Annotation and QA tasks
  • 18 Jul 2024
  • Dark
    Light
  • PDF

Annotation and QA tasks

  • Dark
    Light
  • PDF

Article summary

Annotation Task

A task of labeling contents, such as text, audio, images, video, etc. to efficiently organize the dataset. The machine learning models are used to recognize this annotation and make predictions.

Create an Annotation Task

To create an annotation task, you can use one of the following options to create an annotation task:

  • Labeling: You can click on the Labeling from the left-side menu, and click Create Task.
  • Data: Open the Data from the left side panel.
Information

When you create a task from the Dataset browser, it includes:

  • Specifically selected items (CTRL + Left mouse button), if such are selected.
  • All items in the search query results. For example, querying based on user metadata can allow the creation of tasks in a project-specific context.
  • All items in the Dataset - if there's no active query or selected items.
  • Items from a specific folder

Once each step is completed, it will appear in green with a checkmark next to it on the step list. A red exclamation mark is displayed if it is incomplete.

  1. Open the Data from the left side panel.
  2. Select and open the dataset that you need to create an annotation task.
  3. Click Dataset Actions.
  4. Select Labeling Tasks > Create New Task. Enter required data as given in the following sections. Select a particular section from the left-side menu, if required.
    :::

Section 1. General

  1. Enter or select the required details in the General section:
    1. Task Name: Enter a name for the new task. By default, the project name + (total number of tasks + 1) is displayed.
      For example, if the project name is abc and the total number of tasks you have already is 5, then the new task name is abc-6.
    2. Task Type: Select the Labeling type.
    3. Owner: By default, the current user's email ID is displayed. Click on it to select a different owner from the list.
    4. Status: By default, the To Do status is displayed, and it cannot be changed.
    5. Priority: Select a priority from the list. By default, Medium is selected.
    6. (Optional) Completion Due Date: Select a task's due date from the calendar.
  2. Click Next: Data Source.

Section 2. Data Source

  1. Enter or select the required details in the Data Source section.

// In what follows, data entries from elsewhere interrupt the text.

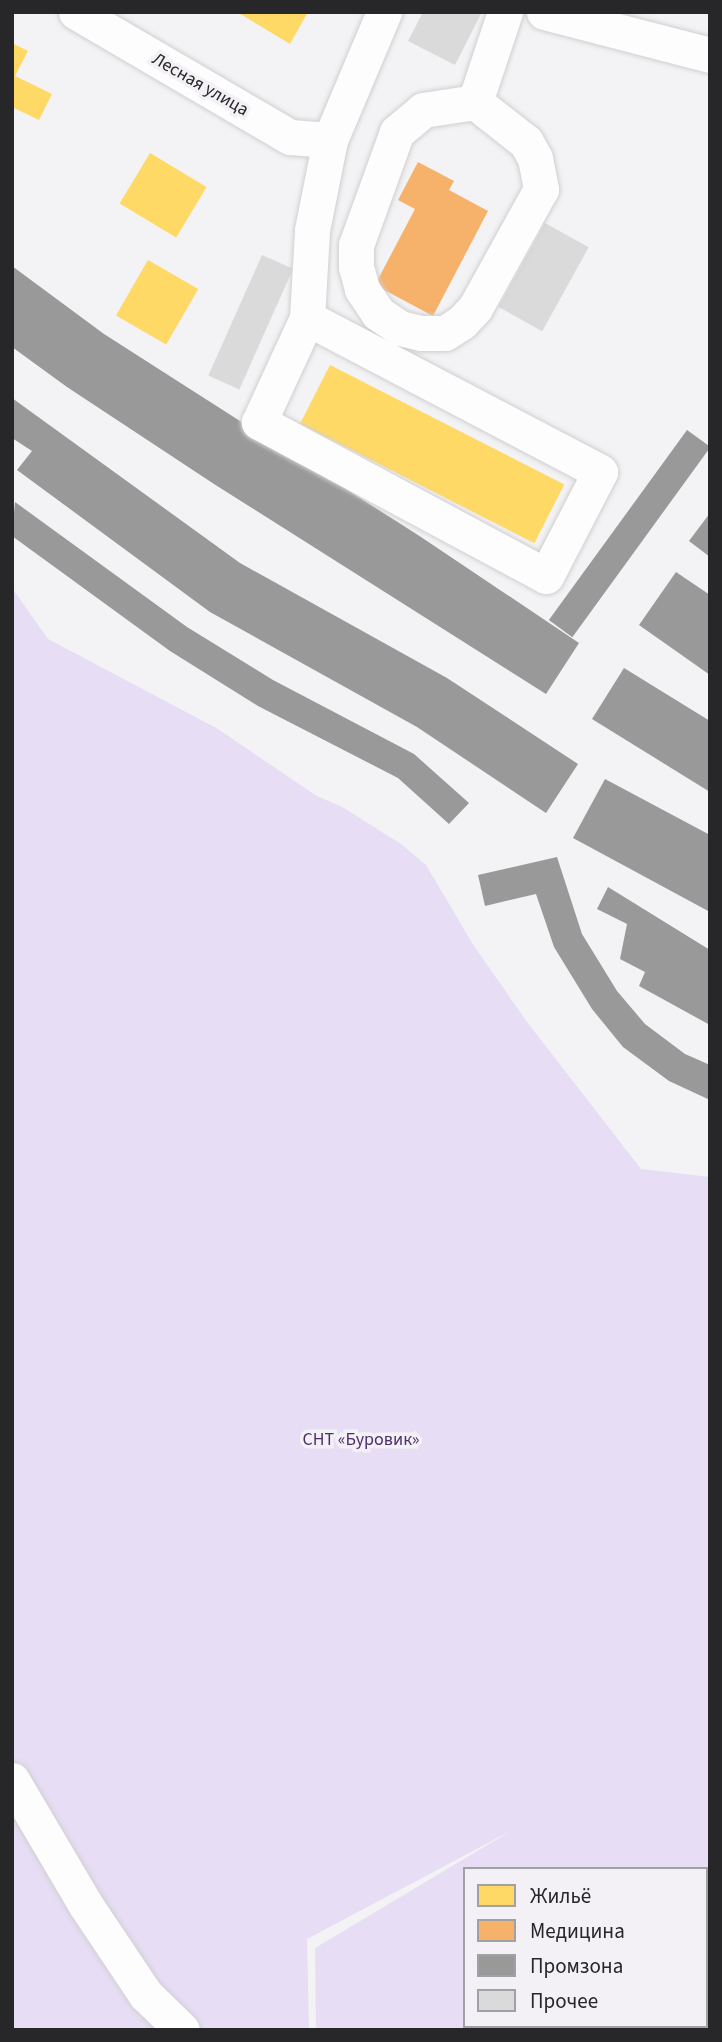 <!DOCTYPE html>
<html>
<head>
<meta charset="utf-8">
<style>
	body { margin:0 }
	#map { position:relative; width:722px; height:2042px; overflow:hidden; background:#f3f2f4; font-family:"Source Sans 3",sans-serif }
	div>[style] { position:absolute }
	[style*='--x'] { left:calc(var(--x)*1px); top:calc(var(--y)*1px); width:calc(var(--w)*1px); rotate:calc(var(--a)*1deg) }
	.green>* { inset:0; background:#e7ddf4 }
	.homes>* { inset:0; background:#ffd966; transform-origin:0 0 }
	.health>* { inset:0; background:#f6b26b }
	.industry>* { inset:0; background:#999; transform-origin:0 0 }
	.building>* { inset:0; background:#dadadb; transform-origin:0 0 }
	.roads { filter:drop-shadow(0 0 2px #d0cfd1) drop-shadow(0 0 2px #d0cfd1) }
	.minor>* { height:35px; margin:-17.5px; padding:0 17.5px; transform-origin:17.5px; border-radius:17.5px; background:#fdfdfd }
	span { translate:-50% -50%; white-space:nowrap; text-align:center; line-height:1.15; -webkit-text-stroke:7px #f3f1f5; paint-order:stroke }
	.street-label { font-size:18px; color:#272628 }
	.park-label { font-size:18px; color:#4e2e6e }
	.frame { position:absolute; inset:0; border:14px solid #272628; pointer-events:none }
	.legend { position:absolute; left:463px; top:1867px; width:245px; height:161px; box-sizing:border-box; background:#f3f1f5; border:2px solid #a1a0a3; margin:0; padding:9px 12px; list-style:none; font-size:21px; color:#272628 }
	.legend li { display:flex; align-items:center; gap:14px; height:35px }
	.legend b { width:35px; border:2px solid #a1a0a3 }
</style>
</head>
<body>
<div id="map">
	<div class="green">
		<div style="clip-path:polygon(12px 588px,48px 639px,218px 729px,315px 795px,344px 808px,401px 844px,426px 865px,474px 946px,527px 1022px,641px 1169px,710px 1177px,710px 1952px,706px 1954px,706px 1869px,465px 1869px,465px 2026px,574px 2026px,568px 2030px,316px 2030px,315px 1948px,516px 1828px,307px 1939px,309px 2030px,12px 2030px)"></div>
		<div style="clip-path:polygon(710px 1958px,710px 2030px,585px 2030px,591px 2026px,706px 2026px,706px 1960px)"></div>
	</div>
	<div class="homes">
		<div style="clip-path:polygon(237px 12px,308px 12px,290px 44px)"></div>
		<div style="clip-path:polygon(12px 43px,28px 51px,15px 76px,52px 94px,39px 120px,12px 107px)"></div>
		<div style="left:150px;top:153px;width:66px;height:59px;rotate:31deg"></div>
		<div style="left:148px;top:260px;width:58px;height:64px;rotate:30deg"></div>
		<div style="left:330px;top:365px;width:263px;height:66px;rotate:27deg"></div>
	</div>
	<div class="health">
		<div style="clip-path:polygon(418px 162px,454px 181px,449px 190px,488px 211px,433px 316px,375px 285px,415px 209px,398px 200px)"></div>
	</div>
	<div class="industry">
		<div style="clip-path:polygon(12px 266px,104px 334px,421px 537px,579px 643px,546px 694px,214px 484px,67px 387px,12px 347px)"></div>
		<div style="clip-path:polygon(12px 398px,240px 563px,447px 678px,578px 764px,546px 813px,417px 727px,210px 612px,17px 470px,32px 451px,12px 438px)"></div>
		<div style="left:687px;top:430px;width:29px;height:235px;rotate:36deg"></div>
		<div style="clip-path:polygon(15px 502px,187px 627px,273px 680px,414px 754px,469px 803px,449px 824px,398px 778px,258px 706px,170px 651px,12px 536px)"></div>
		<div style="clip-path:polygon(710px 513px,710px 557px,689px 541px)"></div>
		<div style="clip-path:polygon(676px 572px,710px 595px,710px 675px,639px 625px)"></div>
		<div style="clip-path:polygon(624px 668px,710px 721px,710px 792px,592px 719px)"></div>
		<div style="clip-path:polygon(605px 779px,710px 835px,710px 912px,573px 838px)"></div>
		<div style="clip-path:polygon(557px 857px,582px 934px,617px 991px,645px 1024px,685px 1054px,710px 1065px,710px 1100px,669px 1081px,623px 1047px,592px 1009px,554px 947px,536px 894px,485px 906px,478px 875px)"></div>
		<div style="clip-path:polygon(608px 887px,710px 950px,710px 1025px,639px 986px,645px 972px,620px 959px,627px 924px,597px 909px)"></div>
	</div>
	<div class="building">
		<div style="clip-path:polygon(423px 12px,482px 12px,455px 65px,408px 41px)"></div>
		<div style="left:545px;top:223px;width:50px;height:96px;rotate:29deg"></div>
		<div style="left:262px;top:255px;width:34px;height:132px;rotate:24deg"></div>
	</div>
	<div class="roads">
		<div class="minor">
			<div style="--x:76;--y:12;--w:248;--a:30.3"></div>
			<div style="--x:290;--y:137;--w:40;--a:4.3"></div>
			<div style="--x:544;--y:12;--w:171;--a:14.5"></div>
			<div style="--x:475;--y:102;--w:65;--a:38.1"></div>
			<div style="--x:526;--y:142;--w:18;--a:61"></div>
			<div style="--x:535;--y:158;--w:32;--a:79"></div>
			<div style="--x:541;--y:189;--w:136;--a:119"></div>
			<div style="--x:475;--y:308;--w:19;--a:133"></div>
			<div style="--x:462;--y:322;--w:20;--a:147"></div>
			<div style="--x:445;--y:333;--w:24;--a:180"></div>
			<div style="--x:421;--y:333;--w:22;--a:-167"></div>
			<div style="--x:400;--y:328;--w:27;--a:-146"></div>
			<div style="--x:378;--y:313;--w:29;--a:-124"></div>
			<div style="--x:362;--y:289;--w:23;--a:-105"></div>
			<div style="--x:356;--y:267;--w:22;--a:-90"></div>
			<div style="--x:356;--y:245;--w:120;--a:-70.1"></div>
			<div style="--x:397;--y:132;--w:34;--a:-40"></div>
			<div style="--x:423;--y:110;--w:53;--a:-8.7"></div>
			<div style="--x:475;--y:102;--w:95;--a:-71.6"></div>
			<div style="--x:307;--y:318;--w:331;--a:27.7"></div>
			<div style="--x:600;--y:472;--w:117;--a:117.4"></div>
			<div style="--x:546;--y:576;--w:326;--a:-151.8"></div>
			<div style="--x:259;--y:422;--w:115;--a:-65.2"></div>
			<div style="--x:307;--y:318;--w:88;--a:-86.7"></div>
			<div style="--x:312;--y:230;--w:92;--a:-78.7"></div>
			<div style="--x:330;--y:140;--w:139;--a:-67.1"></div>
			<div style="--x:12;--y:1780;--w:144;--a:59.5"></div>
			<div style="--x:85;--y:1904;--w:110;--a:56.2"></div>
			<div style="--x:146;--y:1995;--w:50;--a:44.2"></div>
		</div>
	</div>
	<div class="street-label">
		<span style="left:200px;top:85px;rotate:30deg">Лесная улица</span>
	</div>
	<div class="park-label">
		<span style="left:361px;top:1440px">СНТ «Буровик»</span>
	</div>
	<div class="frame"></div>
	<ul class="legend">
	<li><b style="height:19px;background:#ffd966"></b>Жильё</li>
	<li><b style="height:19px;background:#f6b26b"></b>Медицина</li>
	<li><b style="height:19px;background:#999"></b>Промзона</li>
	<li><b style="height:19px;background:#dadadb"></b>Прочее</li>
	</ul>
</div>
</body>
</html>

    1. Select Dataset: By default, the selected dataset name is displayed, click on it to select a different dataset. The Dataset field is disabled, if you select any particular item(s) in the Dataset.

      Note:

      You cannot create a task with a dataset that contains items 80,000 or above. To use this dataset, sampling must be done or replaced with another dataset. You can view the number of total items on the top-right side of the page.

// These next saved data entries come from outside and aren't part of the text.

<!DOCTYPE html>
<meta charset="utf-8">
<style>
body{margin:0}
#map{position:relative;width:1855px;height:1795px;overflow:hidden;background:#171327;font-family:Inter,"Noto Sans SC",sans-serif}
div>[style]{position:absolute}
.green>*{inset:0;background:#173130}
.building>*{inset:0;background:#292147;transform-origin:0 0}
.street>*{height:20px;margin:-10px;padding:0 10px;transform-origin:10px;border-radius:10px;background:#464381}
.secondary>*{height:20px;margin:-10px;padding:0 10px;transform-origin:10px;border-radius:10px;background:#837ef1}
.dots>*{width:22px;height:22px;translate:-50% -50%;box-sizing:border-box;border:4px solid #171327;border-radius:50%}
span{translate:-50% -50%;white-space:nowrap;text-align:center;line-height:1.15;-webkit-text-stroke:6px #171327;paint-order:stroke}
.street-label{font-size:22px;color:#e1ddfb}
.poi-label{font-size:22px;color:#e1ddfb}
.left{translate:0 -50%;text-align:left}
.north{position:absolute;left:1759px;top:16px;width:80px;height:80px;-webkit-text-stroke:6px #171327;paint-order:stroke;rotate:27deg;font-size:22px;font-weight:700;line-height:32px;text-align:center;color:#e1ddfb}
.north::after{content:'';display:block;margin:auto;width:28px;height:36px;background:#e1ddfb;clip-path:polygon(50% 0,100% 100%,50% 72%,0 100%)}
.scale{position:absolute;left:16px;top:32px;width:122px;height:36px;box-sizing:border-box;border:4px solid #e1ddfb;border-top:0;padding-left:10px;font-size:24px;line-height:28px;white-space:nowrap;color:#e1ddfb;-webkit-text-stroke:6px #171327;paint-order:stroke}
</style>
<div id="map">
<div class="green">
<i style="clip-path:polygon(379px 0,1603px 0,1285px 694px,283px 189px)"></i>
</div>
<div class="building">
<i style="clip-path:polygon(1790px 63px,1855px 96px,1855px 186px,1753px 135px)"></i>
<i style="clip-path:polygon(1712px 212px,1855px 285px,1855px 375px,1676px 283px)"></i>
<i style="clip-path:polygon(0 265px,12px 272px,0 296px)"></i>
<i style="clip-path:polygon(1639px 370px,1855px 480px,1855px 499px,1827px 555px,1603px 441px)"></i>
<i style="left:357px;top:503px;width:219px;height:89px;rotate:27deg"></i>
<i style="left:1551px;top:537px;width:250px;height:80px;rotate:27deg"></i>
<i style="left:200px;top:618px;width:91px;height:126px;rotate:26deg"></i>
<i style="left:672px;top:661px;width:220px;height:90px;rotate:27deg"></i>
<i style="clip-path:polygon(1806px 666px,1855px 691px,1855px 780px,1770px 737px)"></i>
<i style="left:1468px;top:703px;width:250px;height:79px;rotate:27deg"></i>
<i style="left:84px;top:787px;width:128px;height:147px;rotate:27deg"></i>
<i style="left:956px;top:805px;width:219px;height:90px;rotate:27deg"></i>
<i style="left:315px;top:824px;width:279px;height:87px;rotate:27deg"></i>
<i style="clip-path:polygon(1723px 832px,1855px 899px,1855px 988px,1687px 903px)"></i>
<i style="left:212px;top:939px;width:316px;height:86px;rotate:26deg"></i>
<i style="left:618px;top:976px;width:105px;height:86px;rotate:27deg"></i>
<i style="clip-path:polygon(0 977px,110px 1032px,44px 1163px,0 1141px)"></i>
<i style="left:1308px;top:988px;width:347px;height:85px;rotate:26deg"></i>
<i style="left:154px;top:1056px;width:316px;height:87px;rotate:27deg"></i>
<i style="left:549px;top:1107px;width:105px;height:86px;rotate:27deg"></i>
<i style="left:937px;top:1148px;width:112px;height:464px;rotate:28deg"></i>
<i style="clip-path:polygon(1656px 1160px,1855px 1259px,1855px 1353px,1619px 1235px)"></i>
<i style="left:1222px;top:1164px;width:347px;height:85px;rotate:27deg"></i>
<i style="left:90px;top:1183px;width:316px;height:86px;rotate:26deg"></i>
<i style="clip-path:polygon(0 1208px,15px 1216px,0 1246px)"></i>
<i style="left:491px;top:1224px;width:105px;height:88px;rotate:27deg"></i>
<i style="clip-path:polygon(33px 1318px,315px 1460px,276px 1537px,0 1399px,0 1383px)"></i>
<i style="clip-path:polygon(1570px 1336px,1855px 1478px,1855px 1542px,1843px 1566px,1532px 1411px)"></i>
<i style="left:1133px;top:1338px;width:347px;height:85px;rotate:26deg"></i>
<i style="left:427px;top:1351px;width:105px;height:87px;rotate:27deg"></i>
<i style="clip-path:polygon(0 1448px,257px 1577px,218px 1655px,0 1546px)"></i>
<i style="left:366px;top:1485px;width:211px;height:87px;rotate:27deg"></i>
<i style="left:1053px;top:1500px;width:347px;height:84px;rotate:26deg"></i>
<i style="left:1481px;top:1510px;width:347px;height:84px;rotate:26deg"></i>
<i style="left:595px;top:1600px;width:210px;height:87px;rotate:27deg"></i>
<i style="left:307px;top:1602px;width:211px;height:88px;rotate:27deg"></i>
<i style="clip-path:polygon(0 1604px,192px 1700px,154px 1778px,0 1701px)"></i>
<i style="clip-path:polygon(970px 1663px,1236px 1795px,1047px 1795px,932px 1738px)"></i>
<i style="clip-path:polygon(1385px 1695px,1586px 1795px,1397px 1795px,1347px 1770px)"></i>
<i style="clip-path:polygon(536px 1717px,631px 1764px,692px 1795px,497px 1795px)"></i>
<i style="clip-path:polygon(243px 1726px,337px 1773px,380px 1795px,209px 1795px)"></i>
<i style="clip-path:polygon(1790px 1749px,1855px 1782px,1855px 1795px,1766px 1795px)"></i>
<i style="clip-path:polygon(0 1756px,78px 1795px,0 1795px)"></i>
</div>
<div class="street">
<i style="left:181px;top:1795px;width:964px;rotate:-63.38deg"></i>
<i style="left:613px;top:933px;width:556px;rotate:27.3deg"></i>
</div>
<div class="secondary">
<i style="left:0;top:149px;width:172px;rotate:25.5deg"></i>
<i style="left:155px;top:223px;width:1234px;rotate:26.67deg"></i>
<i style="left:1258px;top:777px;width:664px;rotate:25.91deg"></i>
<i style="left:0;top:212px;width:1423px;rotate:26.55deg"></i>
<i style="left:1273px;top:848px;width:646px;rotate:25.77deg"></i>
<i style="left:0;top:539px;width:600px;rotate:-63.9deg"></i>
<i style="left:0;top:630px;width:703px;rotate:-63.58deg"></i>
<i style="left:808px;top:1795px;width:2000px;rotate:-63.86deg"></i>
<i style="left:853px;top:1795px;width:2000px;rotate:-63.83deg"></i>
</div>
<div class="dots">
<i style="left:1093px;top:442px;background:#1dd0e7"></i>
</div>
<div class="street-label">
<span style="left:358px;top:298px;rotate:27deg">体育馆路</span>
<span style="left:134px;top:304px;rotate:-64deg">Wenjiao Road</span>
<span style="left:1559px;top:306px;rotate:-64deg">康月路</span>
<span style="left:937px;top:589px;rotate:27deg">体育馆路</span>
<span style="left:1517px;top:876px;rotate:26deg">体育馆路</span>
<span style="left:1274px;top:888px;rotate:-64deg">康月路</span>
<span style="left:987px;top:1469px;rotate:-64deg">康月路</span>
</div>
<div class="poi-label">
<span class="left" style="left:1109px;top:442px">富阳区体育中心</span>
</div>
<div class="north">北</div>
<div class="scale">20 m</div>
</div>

    2. (Optional) Filters: Refine data selection by selecting specific folders, using DQL filters, or sub-sampling (randomly and equally distributed). The Folder or DQL field is Active only if you do not select any items in the Dataset.

      1. Folders: Select a folder from the dataset, if available.
      2. Selected Filters / Saved DQL Query: Select a filter or saved DQL query from the list, if available.
      3. Data Sampling: Enter the Percentage or Number of Items for the task. Data sampling does not give an exact number of items.
        1. Percentage: The option selects the items randomly. For example, if the percentage is 100% for four items, then 75% is for three items (It can be 1/4, 3/4, or 4/4) from the selected dataset. *
        2. Number of Items: The allows you to select the items sequentially from the start of the dataset, not randomly.
  2. (Optional) WebM Conversion: By default, Enforce WEBM conversion of video items for frame-accurate annotations is selected.

  3. Click Next: Instructions.

Section 3. Instructions

  1. Enter or select the required details in the Instructions section. The number of Labels and Attributes is displayed on the top-right side of the page.

    1. Recipe: By default, the default recipe is displayed. Select a recipe from the list, if needed.
    2. Labeling Instructions (.pdf): The labeling instruction document is displayed, if available. Go to the Recipe section to upload a PDF instruction. You can select the page range accordingly.
  2. Click Next: Statuses. The Statuses section is displayed.

Section 4. Statuses

  1. By default, the Completed status is selected. Click Add New Status to add a new status.
  2. Click Next: Assignments.

Section 5. Assignments

  1. Enter or select the required details in the Assignments section.
    1. Allocation Method: Select one of the following allocation methods:
      1. Pulling: The pulling distribution method means that annotators only pull a batch of items at a time and the maximum number of items in an assignment. You can make changes in the following fields if required: Pulling batch size (items) and Max items in an assignment.
      2. Distribution: The distribution allocation method means that the items will be distributed in advance among users, equally or based on a custom percentage. The Auto Distribution option distributes the task equally among the users. By default, it is checked.
    2. Available Users: Search for or select users from the list, and click the Forward arrow icon to add them to the Assigned users list.
    3. Assigned Users:
      1. Search for or view the assigned users from the list. The allocation percentage is equally distributed if you select Auto Distribution.
      2. Select and click the Backward arrow icon to remove them from the Assigned Distribution list.
Inactive users

Inactive users are grayed out and disabled for redistribution, and available for reassignment.

  1. Click Next: Quality.

Section 6. Quality (Optional)

Not available for the Pulling Allocation method

The Quality task section is Not available for the Pulling Allocation method.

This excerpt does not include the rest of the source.